The researchers analyzed more than 80,000 applications of the Google Play Store: of these, 1325 have violated the rules by using hidden solutions to collect personal data from Wi-Fi connections and metadata stored in the photos. One of these is Shutterfly, a photo-editing app, had been gathering GPS coordinates from photos and sending that data to its own servers, even when users declined to give the app permission to access location data.
A Shutterfly spokeswoman said the company would only gather location data with explicit permission, despite what researchers found.
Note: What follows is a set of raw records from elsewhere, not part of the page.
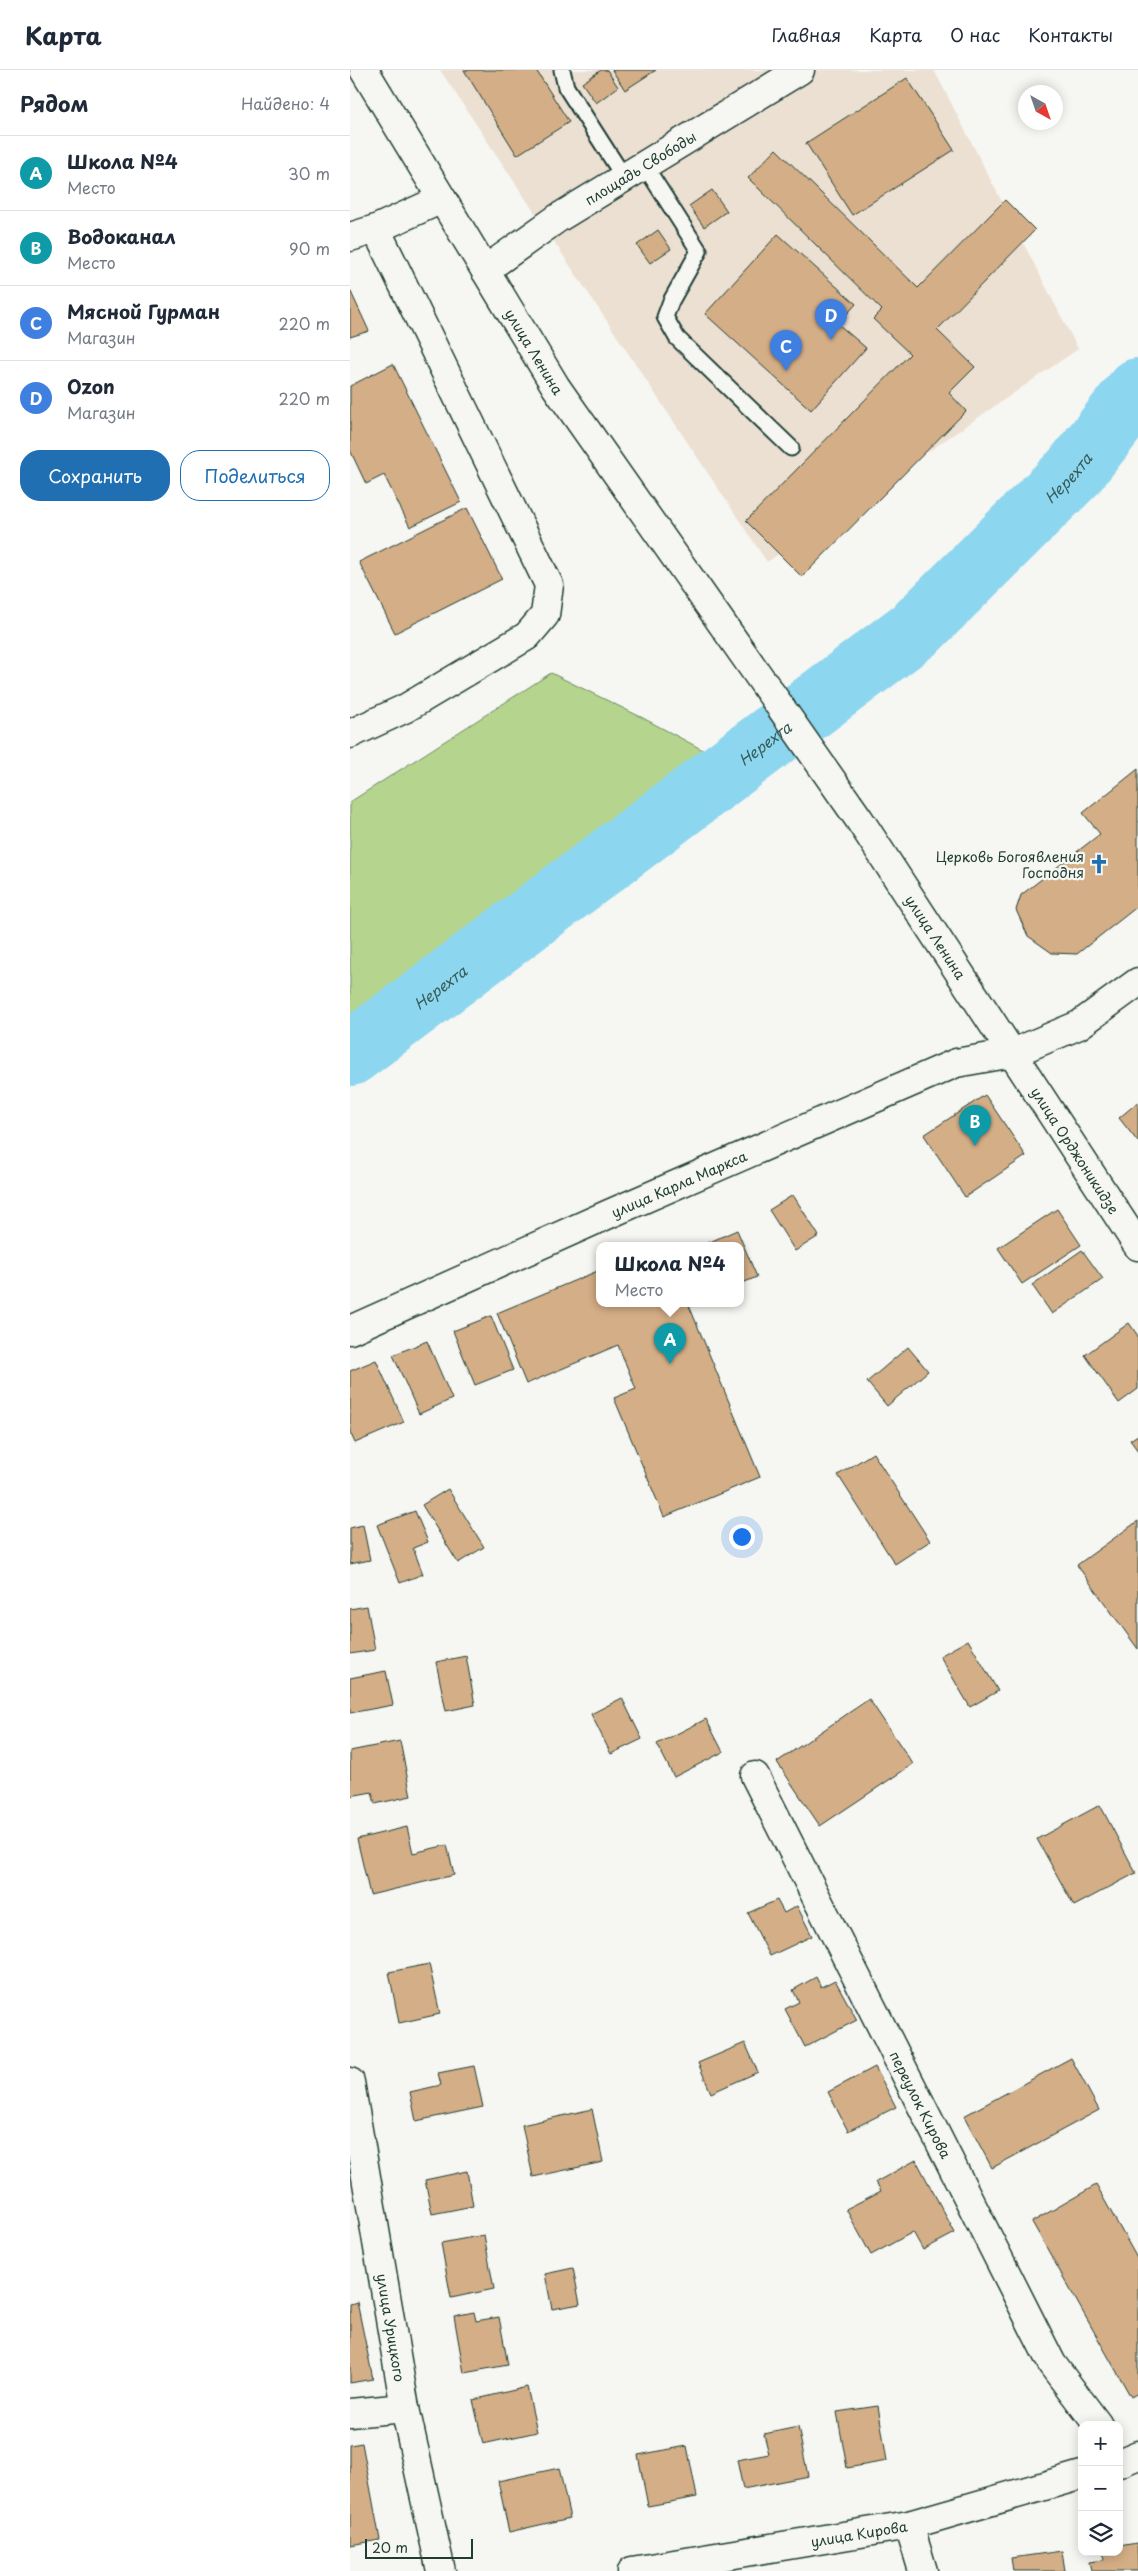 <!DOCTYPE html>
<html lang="ru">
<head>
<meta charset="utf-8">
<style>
  :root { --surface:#fff; --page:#f6f6f7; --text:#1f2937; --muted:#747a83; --line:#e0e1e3; --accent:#1f6fb2 }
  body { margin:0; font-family:"Playpen Sans",sans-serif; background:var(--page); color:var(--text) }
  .controls { position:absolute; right:15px; bottom:15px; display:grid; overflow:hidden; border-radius:10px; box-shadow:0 2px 12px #0003 }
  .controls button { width:45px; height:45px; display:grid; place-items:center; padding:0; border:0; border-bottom:1px solid var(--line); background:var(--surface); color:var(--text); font:25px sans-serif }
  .compass { position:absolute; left:668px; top:15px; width:45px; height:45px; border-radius:50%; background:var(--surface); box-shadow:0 2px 12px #0003; rotate:140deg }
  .scale { position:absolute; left:15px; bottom:12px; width:108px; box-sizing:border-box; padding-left:5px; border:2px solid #1f3d34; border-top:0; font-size:14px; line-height:18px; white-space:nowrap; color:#1f3d34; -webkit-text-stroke:4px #f6f6f2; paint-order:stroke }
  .you { position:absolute; left:391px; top:1466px; width:18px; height:18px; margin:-12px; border:4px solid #fff; border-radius:50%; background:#1a73e8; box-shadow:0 0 0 8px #1a73e833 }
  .badge { display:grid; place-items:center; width:32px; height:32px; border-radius:50%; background:var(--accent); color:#fff; font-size:16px; font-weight:700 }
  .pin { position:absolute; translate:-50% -41px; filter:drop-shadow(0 1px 2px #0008) }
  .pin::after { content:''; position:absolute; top:26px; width:18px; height:15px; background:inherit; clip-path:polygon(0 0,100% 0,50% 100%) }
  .popup { position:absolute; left:246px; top:1172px; width:148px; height:65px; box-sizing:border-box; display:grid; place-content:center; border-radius:10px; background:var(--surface); filter:drop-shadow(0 1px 4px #0005); font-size:16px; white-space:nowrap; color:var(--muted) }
  .popup b { font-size:19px; color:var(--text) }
  .popup::after { content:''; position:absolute; left:50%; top:100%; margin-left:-10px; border:10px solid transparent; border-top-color:var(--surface) }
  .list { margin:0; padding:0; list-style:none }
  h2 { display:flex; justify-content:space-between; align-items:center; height:65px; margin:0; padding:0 20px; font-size:21px }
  h2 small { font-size:16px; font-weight:400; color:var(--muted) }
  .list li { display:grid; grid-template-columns:32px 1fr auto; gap:15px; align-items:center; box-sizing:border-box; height:75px; padding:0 20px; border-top:1px solid var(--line) }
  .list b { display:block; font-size:19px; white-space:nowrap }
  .list p { margin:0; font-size:16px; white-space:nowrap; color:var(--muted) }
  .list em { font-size:16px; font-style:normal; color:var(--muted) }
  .actions { display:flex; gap:10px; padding:15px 20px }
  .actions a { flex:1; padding:11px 0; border:1px solid var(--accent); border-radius:20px; text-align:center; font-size:18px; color:var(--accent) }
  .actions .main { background:var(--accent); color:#fff }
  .icon { flex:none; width:28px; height:28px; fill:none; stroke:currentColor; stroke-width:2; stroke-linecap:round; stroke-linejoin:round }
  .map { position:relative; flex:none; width:788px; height:2501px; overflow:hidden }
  header { display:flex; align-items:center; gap:30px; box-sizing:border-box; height:70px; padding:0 25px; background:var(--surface); border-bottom:1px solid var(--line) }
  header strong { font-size:24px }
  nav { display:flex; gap:28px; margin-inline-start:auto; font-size:18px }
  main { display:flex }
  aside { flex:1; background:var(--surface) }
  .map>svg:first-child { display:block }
  .built { fill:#ece0d2 }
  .green { fill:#b5d58f; stroke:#6a8962 }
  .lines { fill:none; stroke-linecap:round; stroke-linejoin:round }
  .river { stroke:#8dd6ef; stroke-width:64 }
  .building { fill:#d4ae86; stroke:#1f3d34 }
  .lane-casing { stroke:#1f3d34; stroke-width:19 }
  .street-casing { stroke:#1f3d34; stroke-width:31 }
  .secondary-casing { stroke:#1f3d34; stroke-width:31 }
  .lane { stroke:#f6f6f2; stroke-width:15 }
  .street { stroke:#f6f6f2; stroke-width:28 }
  .secondary { stroke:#f6f6f2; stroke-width:28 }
  .labels { text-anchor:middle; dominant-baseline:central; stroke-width:4.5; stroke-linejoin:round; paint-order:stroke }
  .street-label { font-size:14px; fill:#1f3d34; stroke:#f6f6f2 }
  .poi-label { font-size:14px; fill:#1f3d34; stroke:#f6f6f2; text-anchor:end }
  .water-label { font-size:15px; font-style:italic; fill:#355c59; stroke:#f6f6f2 }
</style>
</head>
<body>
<header>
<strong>Карта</strong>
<nav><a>Главная</a><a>Карта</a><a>О нас</a><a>Контакты</a></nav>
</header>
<main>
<aside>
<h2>Рядом<small>Найдено: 4</small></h2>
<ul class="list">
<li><span class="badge" style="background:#0f9aa8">A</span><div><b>Школа №4</b><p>Место</p></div><em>30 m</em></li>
<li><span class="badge" style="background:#0f9aa8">B</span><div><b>Водоканал</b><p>Место</p></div><em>90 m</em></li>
<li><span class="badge" style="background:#3f7fe0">C</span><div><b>Мясной Гурман</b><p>Магазин</p></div><em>220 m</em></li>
<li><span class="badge" style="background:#3f7fe0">D</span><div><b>Ozon</b><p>Магазин</p></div><em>220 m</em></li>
</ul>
<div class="actions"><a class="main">Сохранить</a><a>Поделиться</a></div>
</aside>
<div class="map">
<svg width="788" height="2501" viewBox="0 0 788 2501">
  <rect width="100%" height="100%" fill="#f6f6f2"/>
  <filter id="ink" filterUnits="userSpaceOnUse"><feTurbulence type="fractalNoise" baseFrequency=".02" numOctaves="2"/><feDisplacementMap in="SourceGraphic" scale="10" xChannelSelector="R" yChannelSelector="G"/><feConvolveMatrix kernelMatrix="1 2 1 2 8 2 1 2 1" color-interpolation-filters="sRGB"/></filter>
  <g filter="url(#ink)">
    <!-- built -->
    <path class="built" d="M 90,0 L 584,0 L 728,279 L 417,492 Z"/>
    <!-- green -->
    <path class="green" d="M 201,603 L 291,647 L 383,696 L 0,984 L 0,732 Z"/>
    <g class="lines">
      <!-- river -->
      <path class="river" id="s1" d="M 0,984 L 567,558 L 723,403 L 788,320"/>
    </g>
    <!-- building -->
    <g class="building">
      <path d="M 114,0 L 186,0 L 219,52 L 167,85 Z"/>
      <path d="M 251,0 L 257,0 L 268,17 L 246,33 L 232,13 Z"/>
      <path d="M 262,0 L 306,0 L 275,20 Z"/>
      <path d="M 557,8 L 604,80 L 502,145 L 456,73 Z"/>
      <path d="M 426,79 L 568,218 L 655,130 L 685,160 L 587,260 L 625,297 L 599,323 L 616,341 L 452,507 L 396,451 L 560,284 L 523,249 L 532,240 L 398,108 Z"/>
      <path d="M 362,120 L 377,141 L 354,157 L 339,136 Z"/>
      <path d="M 308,160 L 321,179 L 300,193 L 287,175 Z"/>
      <path d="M 428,164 L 506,234 L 488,254 L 516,278 L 461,340 L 355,244 Z"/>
      <path d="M 0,220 L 19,261 L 0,267 Z"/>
      <path d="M 43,294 L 111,432 L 60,457 L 34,405 L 16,414 L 0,380 L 0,316 Z"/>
      <path d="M 117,438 L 152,509 L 45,563 L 9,492 Z"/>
      <path d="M 788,699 L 788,836 L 727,884 L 702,883 L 678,866 L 666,840 L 671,825 L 750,764 L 733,743 Z"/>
      <path d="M 635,1025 L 676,1086 L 615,1127 L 574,1065 Z"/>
      <path d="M 788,1032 L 788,1072 L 769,1048 Z"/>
      <path d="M 443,1125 L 469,1166 L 445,1181 L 419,1140 Z"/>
      <path d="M 707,1139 L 731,1175 L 672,1214 L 648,1178 Z"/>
      <path d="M 387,1160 L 407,1207 L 390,1214 L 390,1175 L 353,1175 Z"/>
      <path d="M 732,1180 L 753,1209 L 702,1244 L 682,1215 Z"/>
      <path d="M 250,1200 L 250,1233 L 338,1233 L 410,1407 L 314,1447 L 264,1328 L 286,1319 L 268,1275 L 176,1314 L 147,1243 Z"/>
      <path d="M 141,1246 L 163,1300 L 125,1315 L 103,1261 Z"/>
      <path d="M 779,1253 L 788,1266 L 788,1319 L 769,1333 L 735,1285 Z"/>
      <path d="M 77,1271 L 102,1329 L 69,1344 L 43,1285 Z"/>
      <path d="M 558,1277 L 578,1301 L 537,1336 L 517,1312 Z"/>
      <path d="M 26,1290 L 54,1352 L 5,1373 L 0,1362 L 0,1301 Z"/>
      <path d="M 788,1365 L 788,1381 L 780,1370 Z"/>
      <path d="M 523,1383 L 580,1471 L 545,1494 L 488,1405 Z"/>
      <path d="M 98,1419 L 134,1477 L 108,1493 L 72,1435 Z"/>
      <path d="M 65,1441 L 78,1472 L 63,1478 L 73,1504 L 50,1513 L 27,1455 Z"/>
      <path d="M 788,1451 L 788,1579 L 727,1495 Z"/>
      <path d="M 13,1455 L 20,1490 L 0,1494 L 0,1458 Z"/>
      <path d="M 17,1536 L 25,1580 L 0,1584 L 0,1539 Z"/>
      <path d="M 618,1570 L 648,1621 L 620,1637 L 590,1586 Z"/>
      <path d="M 116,1586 L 125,1635 L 96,1641 L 86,1592 Z"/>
      <path d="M 36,1601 L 43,1635 L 0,1643 L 0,1608 Z"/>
      <path d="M 272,1628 L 292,1669 L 261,1684 L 241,1644 Z"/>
      <path d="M 519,1629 L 563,1694 L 470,1756 L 427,1692 Z"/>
      <path d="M 356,1649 L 373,1682 L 324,1707 L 307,1674 Z"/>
      <path d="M 50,1671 L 61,1726 L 25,1734 L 22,1722 L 0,1726 L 0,1681 Z"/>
      <path d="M 750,1735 L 786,1803 L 724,1836 L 687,1769 Z"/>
      <path d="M 57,1757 L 63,1783 L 97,1775 L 104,1805 L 20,1825 L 7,1769 Z"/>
      <path d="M 427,1830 L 434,1843 L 447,1836 L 462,1866 L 420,1886 L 398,1843 Z"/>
      <path d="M 79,1894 L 90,1944 L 49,1953 L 39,1902 Z"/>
      <path d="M 466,1907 L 471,1917 L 485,1910 L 507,1950 L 455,1977 L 435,1939 L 449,1932 L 443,1920 Z"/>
      <path d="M 395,1973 L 408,2002 L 361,2023 L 348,1993 Z"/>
      <path d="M 721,1988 L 749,2040 L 642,2098 L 614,2046 Z"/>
      <path d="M 124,1996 L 133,2037 L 66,2051 L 60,2022 L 91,2015 L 88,2003 Z"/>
      <path d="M 525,1997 L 546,2037 L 498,2061 L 478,2022 Z"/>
      <path d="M 242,2039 L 253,2092 L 183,2107 L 172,2055 Z"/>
      <path d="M 566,2090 L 605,2163 L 573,2180 L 563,2162 L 521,2185 L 496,2139 L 531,2121 L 526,2112 Z"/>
      <path d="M 117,2101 L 123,2136 L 82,2144 L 75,2110 Z"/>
      <path d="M 746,2115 L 788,2190 L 788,2323 L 781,2327 L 682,2152 Z"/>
      <path d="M 134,2165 L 144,2219 L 101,2228 L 91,2173 Z"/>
      <path d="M 223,2198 L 230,2234 L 202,2239 L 195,2204 Z"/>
      <path d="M 7,2232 L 23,2309 L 0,2313 L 0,2234 Z"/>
      <path d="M 124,2242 L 126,2251 L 149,2247 L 158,2295 L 114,2303 L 104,2246 Z"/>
      <path d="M 177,2317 L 187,2362 L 133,2374 L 123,2330 Z"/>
      <path d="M 528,2336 L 537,2391 L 497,2398 L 487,2342 Z"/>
      <path d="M 448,2357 L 458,2406 L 393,2419 L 387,2390 L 419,2384 L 414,2364 Z"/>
      <path d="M 12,2373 L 30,2470 L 0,2475 L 0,2375 Z"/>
      <path d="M 337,2376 L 347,2427 L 298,2436 L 288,2385 Z"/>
      <path d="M 209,2398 L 220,2448 L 159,2462 L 148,2411 Z"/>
      <path d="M 787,2473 L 788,2501 L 741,2501 L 739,2492 L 754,2490 L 753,2482 L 769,2482 L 769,2476 Z"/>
      <path d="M 712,2481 L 715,2501 L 663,2501 L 661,2488 Z"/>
    </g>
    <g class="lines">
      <defs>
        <g id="lane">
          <path d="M 212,0 L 216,17 L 275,109"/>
          <path d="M 295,96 L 349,181 L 321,231 L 315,247 L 327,268 L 441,378"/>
        </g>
        <g id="street">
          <path d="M 0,167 L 26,159 L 92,129"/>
          <path id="s2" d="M 135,200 L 208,148 L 450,0"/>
          <path d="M 0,664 L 56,638 L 177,566 L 195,545 L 199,515 L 26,159"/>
          <path id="s3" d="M 0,1260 L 259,1144 L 606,993 L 663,983"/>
          <path id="s4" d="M 405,1706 L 702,2294 L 748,2355"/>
          <path id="s5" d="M 0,2012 L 55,2338 L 91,2501"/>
          <path d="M 0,2343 L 55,2338"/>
          <path d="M 559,2455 L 573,2501"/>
        </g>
        <g id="secondary">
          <path id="s6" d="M 14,0 L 206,317 L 509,749 L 788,1176"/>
          <path d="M 663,983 L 729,955 L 788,912"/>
          <path d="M 769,2393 L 788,2385"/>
          <path id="s7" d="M 282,2501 L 559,2455 L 732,2405"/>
        </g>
      </defs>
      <!-- lane casing -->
      <use href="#lane" class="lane-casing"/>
      <!-- street casing -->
      <use href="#street" class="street-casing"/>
      <!-- secondary casing -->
      <use href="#secondary" class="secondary-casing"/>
      <!-- lane -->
      <use href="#lane" class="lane"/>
      <!-- street -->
      <use href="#street" class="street"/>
      <!-- secondary -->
      <use href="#secondary" class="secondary"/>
    </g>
  </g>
  <!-- icons -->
  <defs>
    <symbol id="church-bare" viewBox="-9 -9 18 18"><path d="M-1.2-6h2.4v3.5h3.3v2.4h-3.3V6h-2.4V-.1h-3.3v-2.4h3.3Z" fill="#1f6fb2" stroke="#f6f6f2" stroke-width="2.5" paint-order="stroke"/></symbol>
  </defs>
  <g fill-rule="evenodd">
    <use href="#church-bare" x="735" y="780" width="28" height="28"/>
  </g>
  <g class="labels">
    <!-- street labels -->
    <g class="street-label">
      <text stroke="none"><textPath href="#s2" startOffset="186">площадь Свободы</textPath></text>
      <text stroke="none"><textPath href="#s6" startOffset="329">улица Ленина</textPath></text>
      <text stroke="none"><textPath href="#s6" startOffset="1039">улица Ленина</textPath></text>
      <text stroke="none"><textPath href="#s6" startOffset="1294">улица Орджоникидзе</textPath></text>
      <text stroke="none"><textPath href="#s3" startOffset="360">улица Карла Маркса</textPath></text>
      <text stroke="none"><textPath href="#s4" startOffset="368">переулок Кирова</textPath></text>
      <text stroke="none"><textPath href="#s5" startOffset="249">улица Урицкого</textPath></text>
      <text stroke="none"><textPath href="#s7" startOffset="230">улица Кирова</textPath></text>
    </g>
    <!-- poi labels -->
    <g class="poi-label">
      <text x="734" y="786">Церковь Богоявления<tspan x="734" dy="16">Господня</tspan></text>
    </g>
    <!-- water labels -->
    <g class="water-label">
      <text stroke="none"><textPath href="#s1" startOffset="922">Нерехта</textPath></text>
      <text stroke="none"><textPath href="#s1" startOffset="518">Нерехта</textPath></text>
      <text stroke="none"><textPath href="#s1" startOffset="112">Нерехта</textPath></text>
    </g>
  </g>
</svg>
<div class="controls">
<button>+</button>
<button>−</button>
<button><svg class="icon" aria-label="layers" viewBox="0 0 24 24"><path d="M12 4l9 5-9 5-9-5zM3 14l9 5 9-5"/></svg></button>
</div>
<svg class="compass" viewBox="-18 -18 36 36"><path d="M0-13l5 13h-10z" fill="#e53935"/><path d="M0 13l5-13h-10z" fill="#747a83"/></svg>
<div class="scale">20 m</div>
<div class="you"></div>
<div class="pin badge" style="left:320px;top:1294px;background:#0f9aa8">A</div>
<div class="popup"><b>Школа №4</b>Место</div>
<div class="pin badge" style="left:625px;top:1076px;background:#0f9aa8">B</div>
<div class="pin badge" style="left:436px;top:301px;background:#3f7fe0">C</div>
<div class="pin badge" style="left:481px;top:270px;background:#3f7fe0">D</div>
</div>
</main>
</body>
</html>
But it’s not over here: based on the above, some apps (153, including Samsung Health and Internet Browser) may rely on other apps that are granted authorization to look at personal data, piggybacking off their access to gather phone identifiers like your IMEI number. These would be able to read unprotected files on the device’s SD card, collecting data they should not have accessed. To exploit this “only” 13 apps, but downloaded more than 17 million times: among these were Baidu and Hong Kong Disneyland. Both Disney and Baidu (as well as Samsung) have not issued statements.
Further details, including the complete list of apps, will be announced by Egelman at the Usenix Security conference to be held in August.